Versioned Symbols - A New Level of Hell

If dynamic linking was bad, things have become even worse now that most Linux systems use ‘versioned symbols’.

Newsgroups: comp.os.plan9
From: rminn...@lanl.gov (ron minnich)
Subject: Re: [9fans] acme, rio workalike available in plan 9 ports
Organization: Plan 9 mailing list
Date: Tue, 20 Apr 2004 14:57:50 GMT

On Tue, 20 Apr 2004, boyd, rounin wrote:

> debian managed to shoot themselves in the foot with some libc,
> some time back.  you couldn't go forward 'cos other stuff would
> break and you couldn't go back 'cos more stuff would break.

gets better. Symbols are now versioned (well, this really happened a few
years back).
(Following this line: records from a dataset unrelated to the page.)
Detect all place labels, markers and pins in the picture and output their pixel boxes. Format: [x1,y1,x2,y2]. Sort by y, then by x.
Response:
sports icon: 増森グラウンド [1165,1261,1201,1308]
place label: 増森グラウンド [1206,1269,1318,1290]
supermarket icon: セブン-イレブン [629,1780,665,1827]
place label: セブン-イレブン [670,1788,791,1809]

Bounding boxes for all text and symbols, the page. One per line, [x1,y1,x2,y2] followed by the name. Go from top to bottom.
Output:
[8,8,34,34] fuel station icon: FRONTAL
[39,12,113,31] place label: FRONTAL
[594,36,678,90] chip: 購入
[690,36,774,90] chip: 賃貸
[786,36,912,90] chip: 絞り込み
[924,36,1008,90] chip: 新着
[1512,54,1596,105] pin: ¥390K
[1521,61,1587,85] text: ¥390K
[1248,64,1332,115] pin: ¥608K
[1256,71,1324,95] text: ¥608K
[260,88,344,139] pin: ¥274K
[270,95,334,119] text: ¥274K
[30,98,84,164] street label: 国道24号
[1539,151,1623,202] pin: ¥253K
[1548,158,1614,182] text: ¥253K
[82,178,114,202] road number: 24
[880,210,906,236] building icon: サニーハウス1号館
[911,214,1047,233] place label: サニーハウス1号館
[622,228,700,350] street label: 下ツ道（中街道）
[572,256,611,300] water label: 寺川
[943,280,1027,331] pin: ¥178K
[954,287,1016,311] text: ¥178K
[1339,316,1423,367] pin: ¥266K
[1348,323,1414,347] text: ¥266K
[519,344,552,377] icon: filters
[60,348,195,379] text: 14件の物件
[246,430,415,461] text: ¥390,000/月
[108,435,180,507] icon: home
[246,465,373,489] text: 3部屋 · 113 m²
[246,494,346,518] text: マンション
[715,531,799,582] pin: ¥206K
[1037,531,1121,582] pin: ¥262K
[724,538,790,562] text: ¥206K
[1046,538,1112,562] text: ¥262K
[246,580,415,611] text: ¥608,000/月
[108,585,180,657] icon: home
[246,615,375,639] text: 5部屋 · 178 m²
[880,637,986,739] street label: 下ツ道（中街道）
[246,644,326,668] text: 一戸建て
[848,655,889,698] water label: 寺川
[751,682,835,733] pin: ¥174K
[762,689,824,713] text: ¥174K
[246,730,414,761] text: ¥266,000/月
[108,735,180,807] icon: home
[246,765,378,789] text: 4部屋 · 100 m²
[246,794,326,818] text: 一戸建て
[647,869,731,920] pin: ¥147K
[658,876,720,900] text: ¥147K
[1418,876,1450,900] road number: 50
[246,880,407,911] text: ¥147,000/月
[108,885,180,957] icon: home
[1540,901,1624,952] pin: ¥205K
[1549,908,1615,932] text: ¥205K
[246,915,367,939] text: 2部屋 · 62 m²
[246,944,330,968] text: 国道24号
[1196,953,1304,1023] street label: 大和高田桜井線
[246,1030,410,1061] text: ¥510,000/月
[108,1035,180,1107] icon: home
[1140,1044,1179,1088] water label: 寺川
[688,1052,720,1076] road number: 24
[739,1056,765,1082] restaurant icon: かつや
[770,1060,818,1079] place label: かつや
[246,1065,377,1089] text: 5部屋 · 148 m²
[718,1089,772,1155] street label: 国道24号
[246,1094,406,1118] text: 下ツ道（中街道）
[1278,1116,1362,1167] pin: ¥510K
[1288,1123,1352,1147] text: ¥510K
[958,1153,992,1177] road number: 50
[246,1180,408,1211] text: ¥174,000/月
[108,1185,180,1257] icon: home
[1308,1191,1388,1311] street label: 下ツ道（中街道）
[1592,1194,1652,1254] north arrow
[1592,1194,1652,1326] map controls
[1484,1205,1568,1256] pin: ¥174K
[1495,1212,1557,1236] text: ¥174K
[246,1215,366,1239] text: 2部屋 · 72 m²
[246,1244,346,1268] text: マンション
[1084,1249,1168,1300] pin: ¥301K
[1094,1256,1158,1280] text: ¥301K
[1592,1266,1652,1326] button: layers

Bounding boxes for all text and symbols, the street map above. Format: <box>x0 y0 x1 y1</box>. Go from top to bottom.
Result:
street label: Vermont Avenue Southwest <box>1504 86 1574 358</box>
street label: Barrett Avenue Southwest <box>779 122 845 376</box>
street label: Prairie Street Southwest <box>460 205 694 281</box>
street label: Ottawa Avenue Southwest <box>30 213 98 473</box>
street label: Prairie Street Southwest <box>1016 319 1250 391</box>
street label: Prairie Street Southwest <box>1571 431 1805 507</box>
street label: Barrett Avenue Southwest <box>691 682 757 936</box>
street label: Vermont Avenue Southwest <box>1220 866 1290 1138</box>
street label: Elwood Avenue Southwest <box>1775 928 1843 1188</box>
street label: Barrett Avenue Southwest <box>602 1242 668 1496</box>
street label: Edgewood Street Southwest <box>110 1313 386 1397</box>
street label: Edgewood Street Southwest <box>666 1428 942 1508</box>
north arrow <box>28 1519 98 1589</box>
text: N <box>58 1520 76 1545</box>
So you are very tightly screwed (good word) to the library
you use, and it covers a definite range forward/backward. I assume but am
not sure that glibc nowadays encompaesses lots of versions of lots of
functions going back for years. Which also means the version naming of the
file (libc-2.3.2.so) has a lot less meaning than it used to. At some
point, given the tight wiring of an executable to the particular library
version, one starts to lose track of just why .so's are still thought to
be a good idea (I mean, on a 1960s-era Burroughs machine with not much
memory, I get it, but ... /bin/cat on my Redhat box at 20K, is not much
smaller than /bin/cat on Plan 9 (22K stripped), and the Plan 9 one doesn't
do symbol fixup every time it runs ...).

And, as Linus mentioned, TLBs matter. Hmm. Judging by 'ps', cat on linux
needs 256 of them, and cat on Plan 9 needs 6. xclock has got 900 or so, 
and Plan 9 clock appears to have 3*30 or so (3 clock procs when you run 
clock). 

So you do pay a bit for .so's. You don't gain an
implementation-independent interface for your programs, since the .so is
versioned and the symbols in it are versioned; I wonder what you DO gain?  
The theory always was you could swap out a shared library and swap in a
bug-fixed version, which sounds nice until you try it and it fails
miserably (there was a time when this worked ...)

ron

From: rminn...@lanl.gov (ron minnich)
Subject: Re: [9fans] acme, rio workalike available in plan 9 ports
References: <20040422173022.GA28499@lst.de>
Date: Fri, 23 Apr 2004 15:04:59 GMT

On Fri, 23 Apr 2004, Christoph Hellwig wrote:

> That beeing said I'm the last one to defend glibc's bloat, but in a
> system where you can't easily rebuild all binaries for whatever
> reason shared libraries and symbol versioning makes a lot of sense.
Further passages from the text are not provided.